▶ **Collected data**
━━━━━━━━━━━━━━━━━━━━

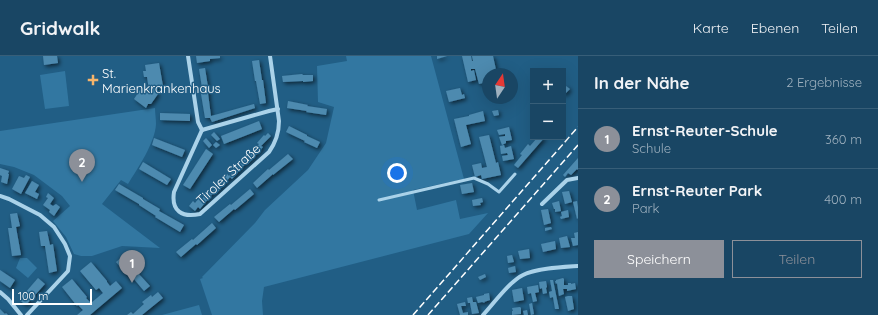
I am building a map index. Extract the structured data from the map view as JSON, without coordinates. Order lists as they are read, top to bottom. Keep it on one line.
{"streets":{"street":["Tiroler Straße"]},"places":{"health":["St. Marienkrankenhaus"]},"scale_bar":"100 m","north":"top","page":{"header":"Gridwalk","nav":["Karte","Ebenen","Teilen"],"heading":["In der Nähe","2 Ergebnisse"],"map_buttons":["+","−"],"list":[{"mark":"1","name":"Ernst-Reuter-Schule","note":"Schule","value":"360 m"},{"mark":"2","name":"Ernst-Reuter Park","note":"Park","value":"400 m"}],"pins":["2","1"],"buttons":["Speichern","Teilen"],"scale":"100 m"}}
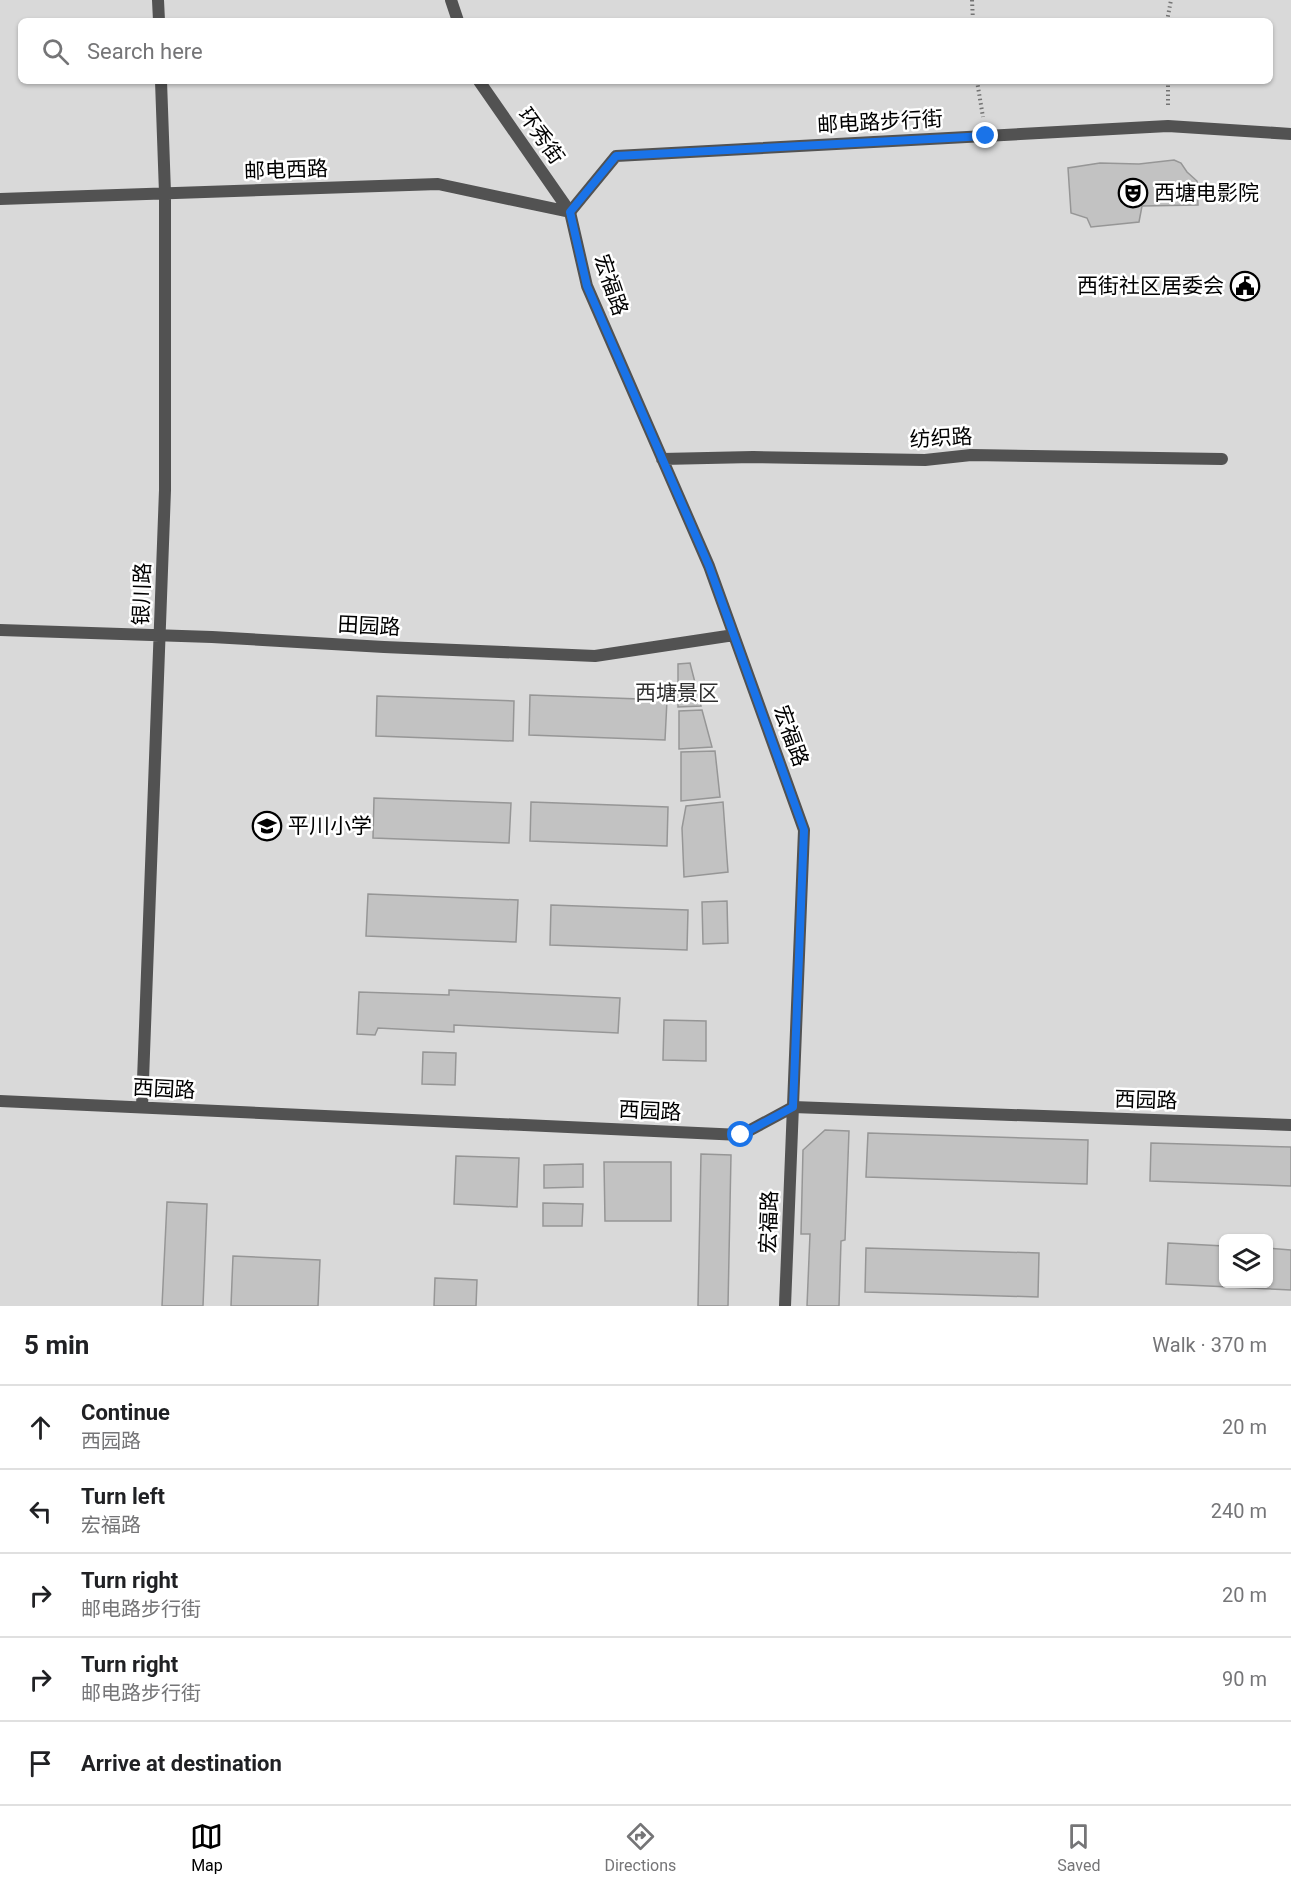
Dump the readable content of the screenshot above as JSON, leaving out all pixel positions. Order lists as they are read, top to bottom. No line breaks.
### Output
{"streets":{"street":["邮电路步行街","环秀街","邮电西路","宏福路","纺织路","银川路","田园路","西园路"]},"crossings":[["邮电路步行街","环秀街"],["邮电路步行街","邮电西路"],["邮电路步行街","宏福路"],["环秀街","邮电西路"],["环秀街","宏福路"],["邮电西路","宏福路"],["邮电西路","银川路"],["宏福路","纺织路"],["宏福路","田园路"],["宏福路","西园路"],["银川路","田园路"],["银川路","西园路"]],"parks":["西塘景区"],"places":{"theatre":["西塘电影院"],"public building":["西街社区居委会"],"school or university":["平川小学"]},"page":{"search":"Search here","heading":["5 min","Walk · 370 m"],"list":[["Continue","西园路","20 m"],["Turn left","宏福路","240 m"],["Turn right","邮电路步行街","20 m"],["Turn right","邮电路步行街","90 m"],"Arrive at destination"],"nav":["Map","Directions","Saved"]}}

━━━━━━━━━━━━━━━━━━━━

An unchanged copy of the data, images excluded, is all that should be given.

▶ **Solution to the problem**
I am building a map index. Extract the structured data from the map view as JSON, without coordinates. Order lists as they are read, top to bottom. Keep it on one line.
{"streets":{"street":["Tiroler Straße"]},"places":{"health":["St. Marienkrankenhaus"]},"scale_bar":"100 m","north":"top","page":{"header":"Gridwalk","nav":["Karte","Ebenen","Teilen"],"heading":["In der Nähe","2 Ergebnisse"],"map_buttons":["+","−"],"list":[{"mark":"1","name":"Ernst-Reuter-Schule","note":"Schule","value":"360 m"},{"mark":"2","name":"Ernst-Reuter Park","note":"Park","value":"400 m"}],"pins":["2","1"],"buttons":["Speichern","Teilen"],"scale":"100 m"}}
Dump the readable content of the screenshot above as JSON, leaving out all pixel positions. Order lists as they are read, top to bottom. No line breaks.
### Output
{"streets":{"street":["邮电路步行街","环秀街","邮电西路","宏福路","纺织路","银川路","田园路","西园路"]},"crossings":[["邮电路步行街","环秀街"],["邮电路步行街","邮电西路"],["邮电路步行街","宏福路"],["环秀街","邮电西路"],["环秀街","宏福路"],["邮电西路","宏福路"],["邮电西路","银川路"],["宏福路","纺织路"],["宏福路","田园路"],["宏福路","西园路"],["银川路","田园路"],["银川路","西园路"]],"parks":["西塘景区"],"places":{"theatre":["西塘电影院"],"public building":["西街社区居委会"],"school or university":["平川小学"]},"page":{"search":"Search here","heading":["5 min","Walk · 370 m"],"list":[["Continue","西园路","20 m"],["Turn left","宏福路","240 m"],["Turn right","邮电路步行街","20 m"],["Turn right","邮电路步行街","90 m"],"Arrive at destination"],"nav":["Map","Directions","Saved"]}}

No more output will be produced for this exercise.